2. Understand the steps in the diagnosis and management of a wheezing child.
Acute onset of wheezing in an otherwise healthy child similar to the above case should raise the suspicion for foreign-body airway obstruction (FBAO). Witnessed swallowing followed by choking is not necessary for diagnosis, but as much information should be gathered surrounding the onset of symptoms. FBAO is common among children aged 6 months to 3 years old, accounting for approximately 70% of cases. Small toys and objects, balloons, and food (eg, nuts, grapes, and candies) are high-risk objects for aspiration. Older children may be able to identify the object they swallowed and assume the posture of clutching their neck with their hand (universal choking sign). Symptoms such as weak cough, inability to speak or cry, high-pitched sounds, or no sounds during inhalation, cyanosis, choking, vomiting, drooling, wheezing, blood-streaked saliva, and respiratory distress are clues to the diagnosis of FBAO. Physical findings of unilateral wheezing, unequal or decreased breath sounds, and stridor are common. In children, the foreign body could lodge on either side of the airway. If the foreign body lodges in the esophagus, acute wheezing is still possible when the obstruction compresses on the airways.
One should not attempt to remove the foreign object in a child who is actively coughing. Blind finger sweep is not recommended because of the danger of further obstruction or injury. Although the patient mentioned above is still conscious, he seems to have ineffective coughing and is beginning to get tired. Ventilation should be attempted while opening the airway with the head-tilt maneuver, which could also relieve the obstruction. In the above case, an attempt to remove the foreign object was initiated when ventilation was unsuccessful.
Since no foreign object is visualized, a series of abdominal thrusts (Heimlich maneuver) should be the next step to try to expel the foreign body.

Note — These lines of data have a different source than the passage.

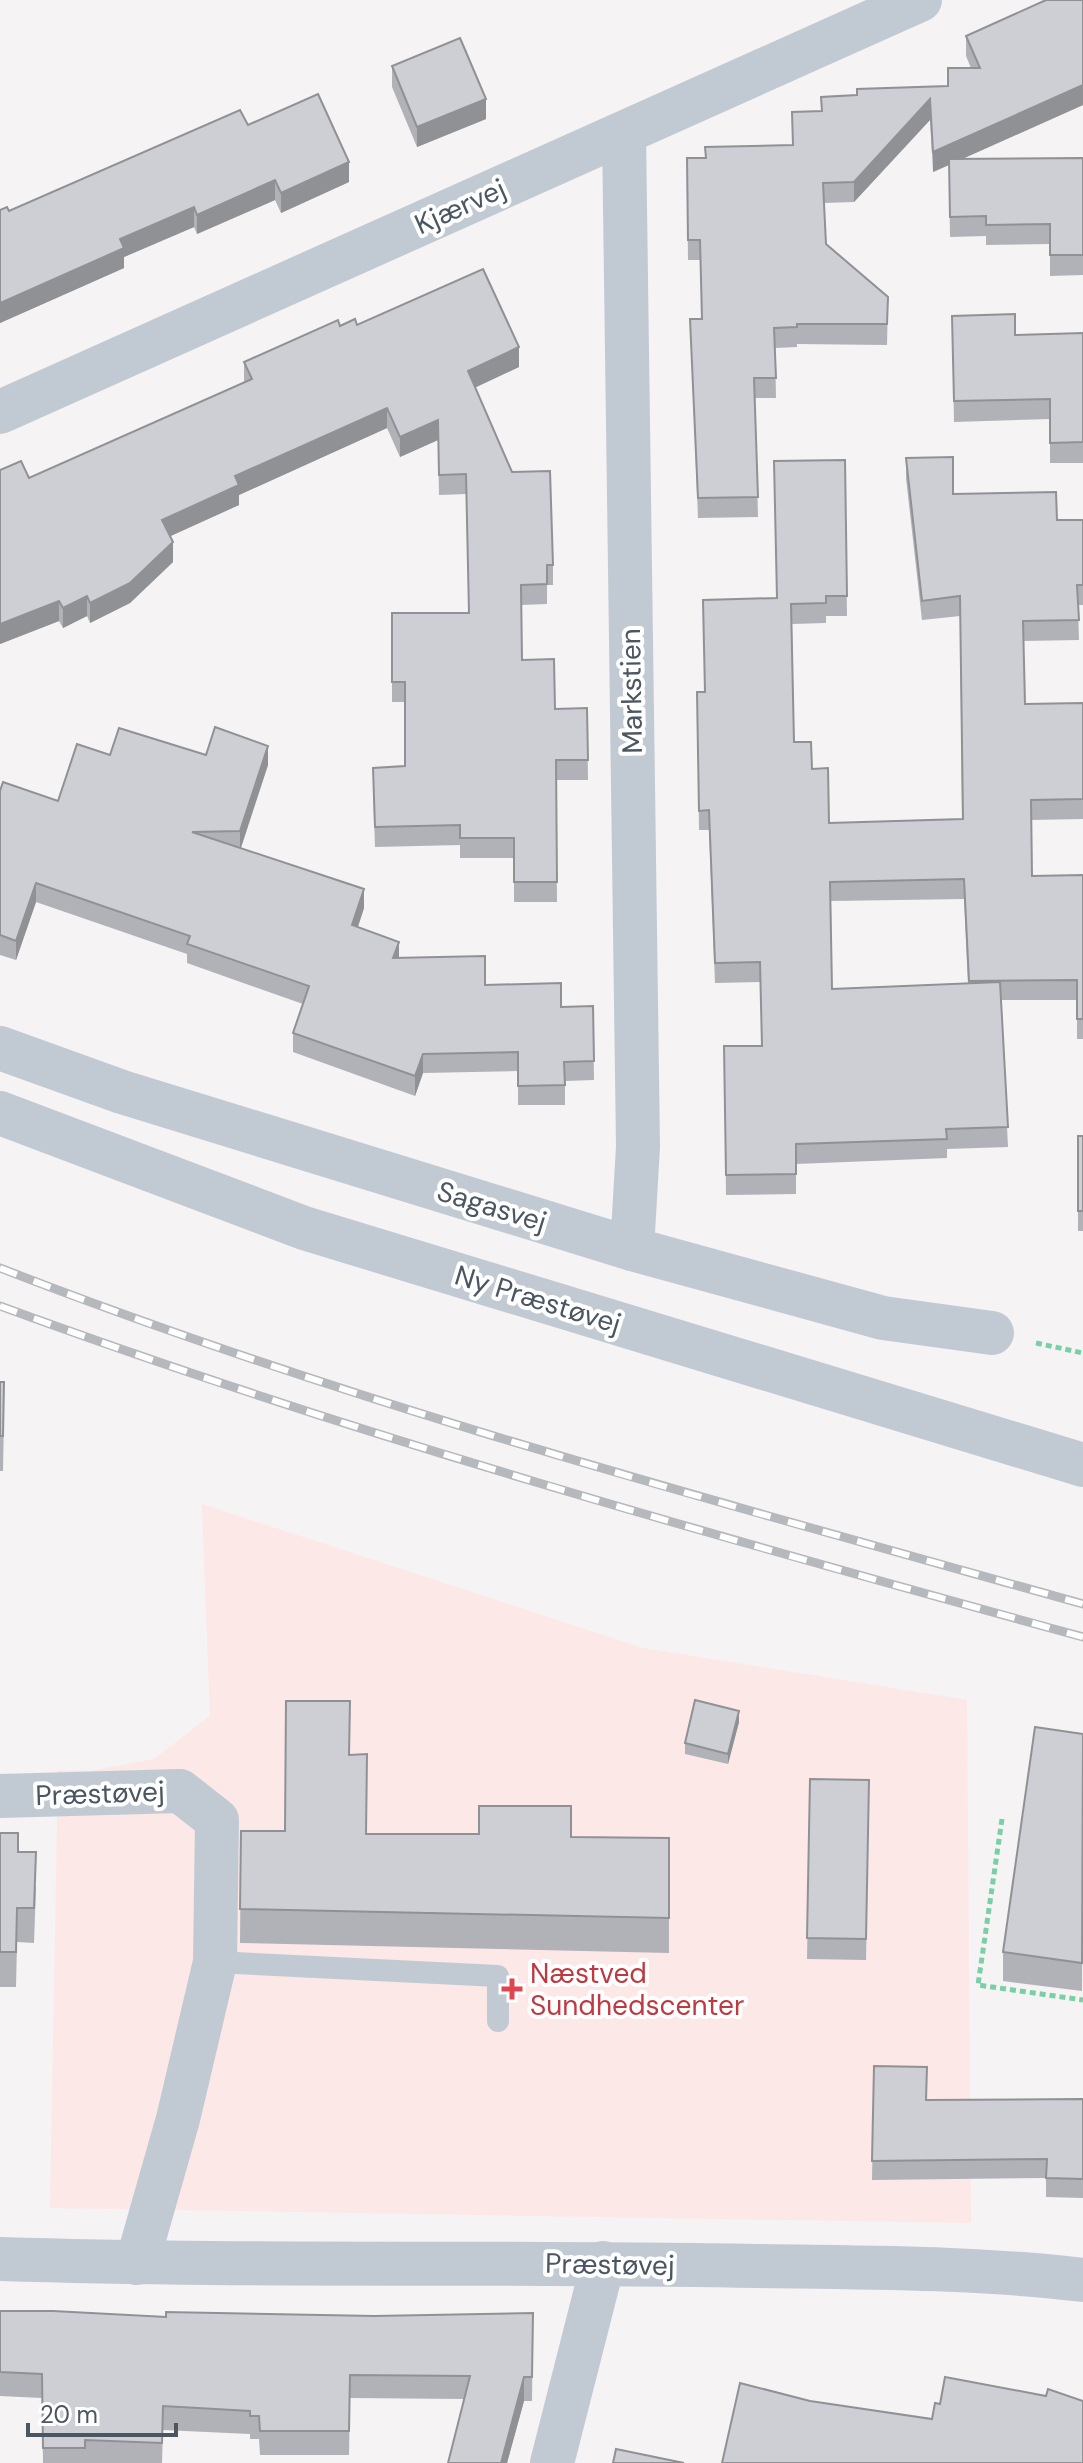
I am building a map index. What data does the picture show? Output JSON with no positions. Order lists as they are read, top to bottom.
{
  "streets": {
    "street": [
      "Kjærvej",
      "Markstien",
      "Sagasvej",
      "Ny Præstøvej",
      "Præstøvej"
    ]
  },
  "crossings": [
    ["Kjærvej", "Markstien"],
    ["Markstien", "Sagasvej"]
  ],
  "places": {
    "health": ["Næstved Sundhedscenter"]
  },
  "scale_bar": "20 m"
}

In infants, back blows and chest thrusts are performed instead of abdominal thrusts, which could cause iatrogenic trauma to the liver and stomach, which are not protected by the rib cage at that age. If the child continues to deteriorate even after 1 minute of resuscitative efforts and the above maneuvers fail to expel the foreign object, the emergency medical services (EMS) system should be activated while continuing cardiopulmonary resuscitation (CPR).

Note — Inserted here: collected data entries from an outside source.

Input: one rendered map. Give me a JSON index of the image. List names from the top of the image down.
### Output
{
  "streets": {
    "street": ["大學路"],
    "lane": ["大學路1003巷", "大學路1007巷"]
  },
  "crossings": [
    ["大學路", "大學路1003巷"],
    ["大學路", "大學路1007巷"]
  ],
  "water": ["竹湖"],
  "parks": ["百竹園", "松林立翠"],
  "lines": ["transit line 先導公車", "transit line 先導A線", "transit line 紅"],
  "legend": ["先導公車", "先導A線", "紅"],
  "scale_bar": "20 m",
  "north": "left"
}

In the hospital setting, a bronchoscopic procedure is the treatment of choice. Chest x-ray is often normal, but in some cases shows a radiopaque foreign object or identifies localized hyperinflation and/or atelectasis. Most deaths from FBAO occur in children younger than 5 years of age; 65% are infants.
HEIMLICH MANEUVER: Performed by standing or sitting behind the person who is choking and placing the thumb side of one fist between the navel and the xiphoid process. The other hand grasps the fisted hand and a series of upward abdominal thrusts are delivered to create an “artificial cough” in a choking victim in an effort to dislodge the object blocking the airway.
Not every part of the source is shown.